When the mapping is precreated, reference the mapping by name in the .ingest management command.

.ingest into Table123 (@"source1", @"source2")
    with
    (
        format="AVRO",
        ingestionMappingReference = "Mapping_Name"
    )

Identity mapping

Use AVRO mapping during ingestion without defining a mapping schema (see identity mapping).

.ingest into Table123 (@"source1", @"source2")
    with
    (
        format="AVRO"
    )

2 - CSV Mapping

Learn how to use CSV mapping to map data to columns inside tables upon ingestion.

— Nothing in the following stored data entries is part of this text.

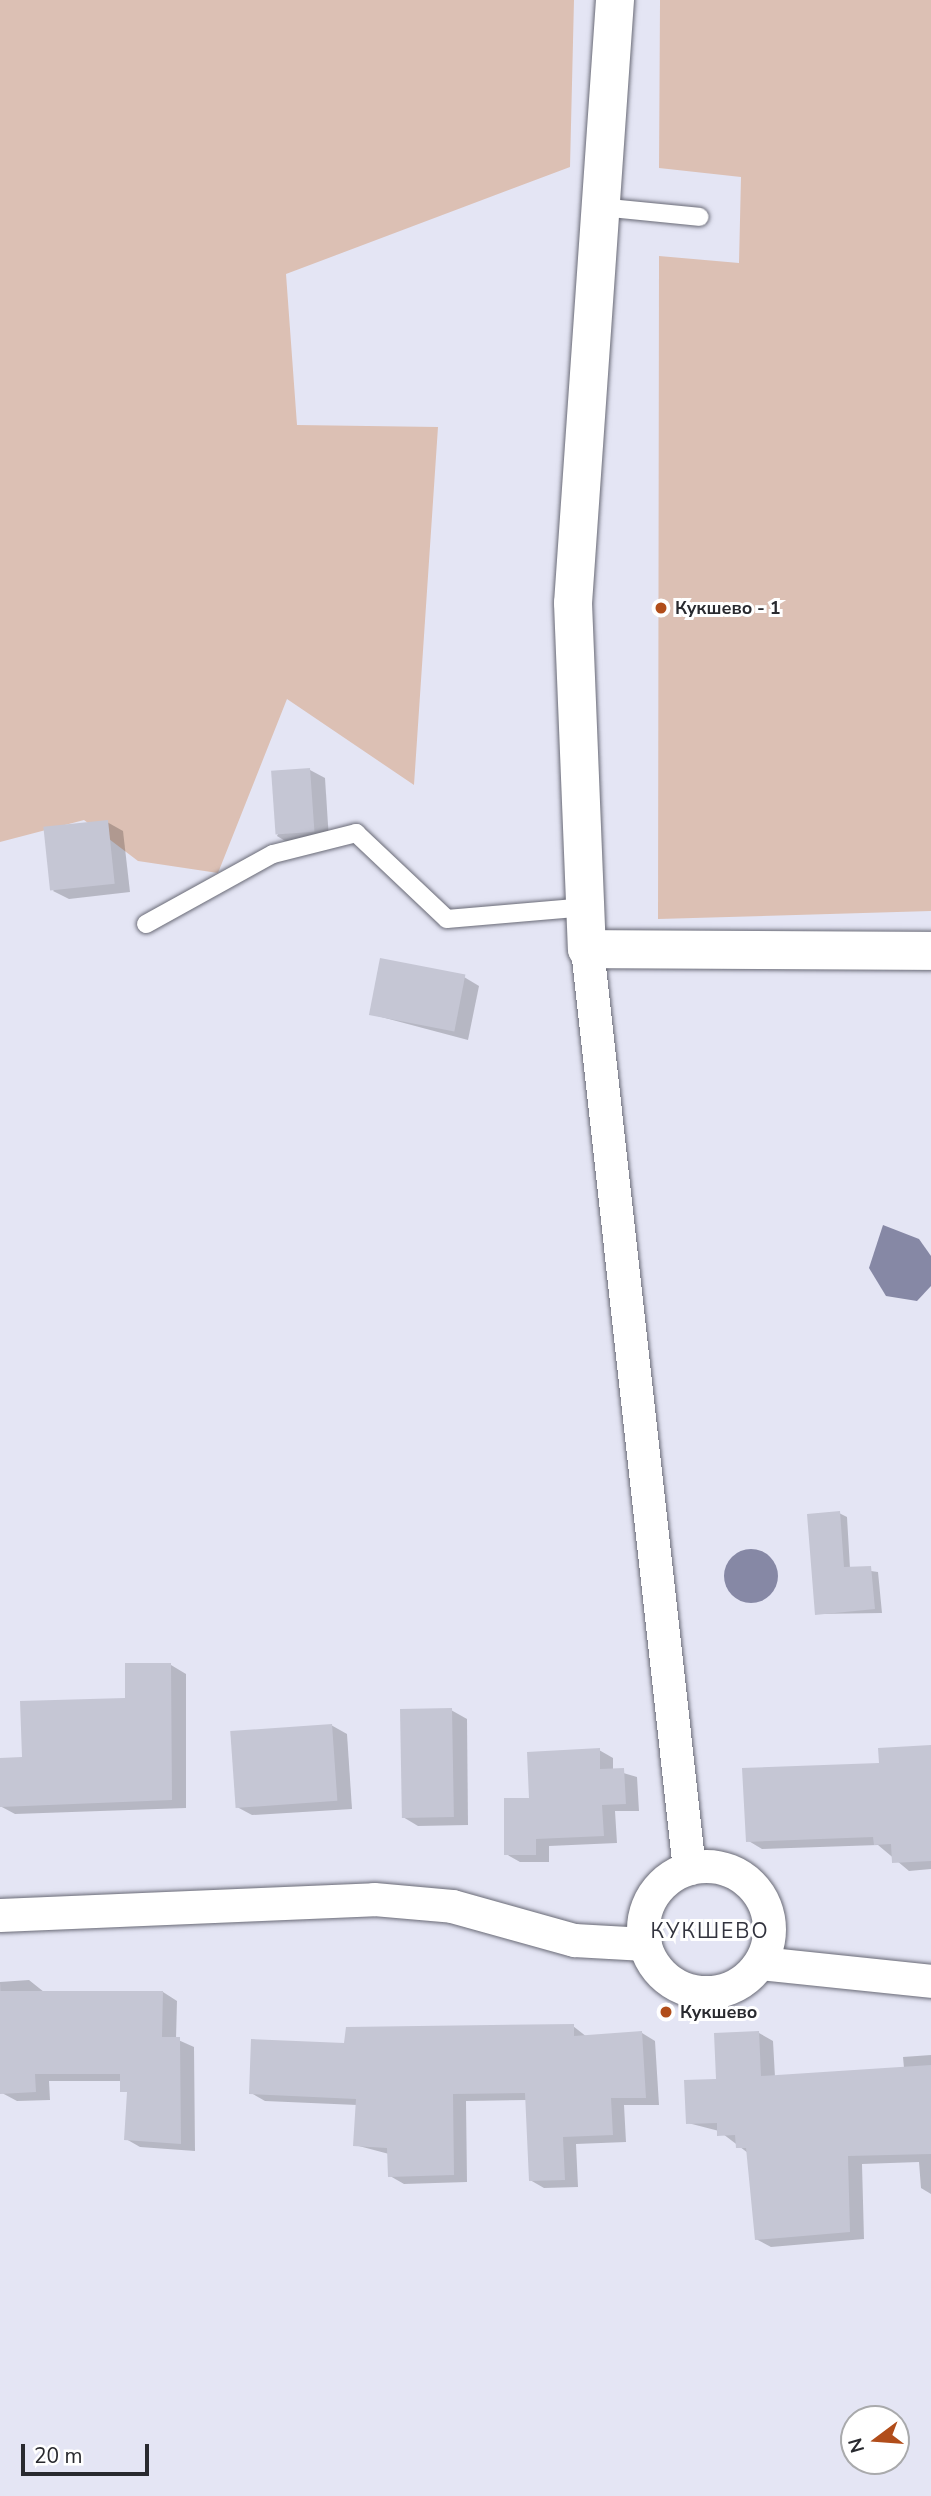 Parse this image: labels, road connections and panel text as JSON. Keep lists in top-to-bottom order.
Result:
{
  "districts": ["КУКШЕВО"],
  "places": ["Кукшево - 1", "Кукшево"],
  "scale_bar": "20 m",
  "north": "left"
}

Use CSV mapping to map incoming data to columns inside tables when your ingestion source file is any of the following delimiter-separated tabular formats: CSV, TSV, PSV, SCSV, SOHsv, TXT and RAW. For more information, see supported data formats.

Each CSV mapping element must contain either of the following optional properties:

PropertyTypeDescription
OrdinalintThe column order number in CSV.
ConstValuestringThe constant value to be used for a column instead of some value inside the CSV file.
TransformstringTransformation that should be applied on the content with mapping transformations. The only supported transformation by is SourceLocation.

Examples

[
  {"Column": "event_time", "Properties": {"Ordinal": "0"}},
  {"Column": "event_name", "Properties": {"Ordinal": "1"}},
  {"Column": "event_type", "Properties": {"Ordinal": "2"}},
  {"Column": "ingestion_time", "Properties": {"ConstValue": "2023-01-01T10:32:00"}}
  {"Column": "source_location", "Properties": {"Transform": "SourceLocation"}}
]

The mapping above is serialized as a JSON string when it’s provided as part of the .ingest management command.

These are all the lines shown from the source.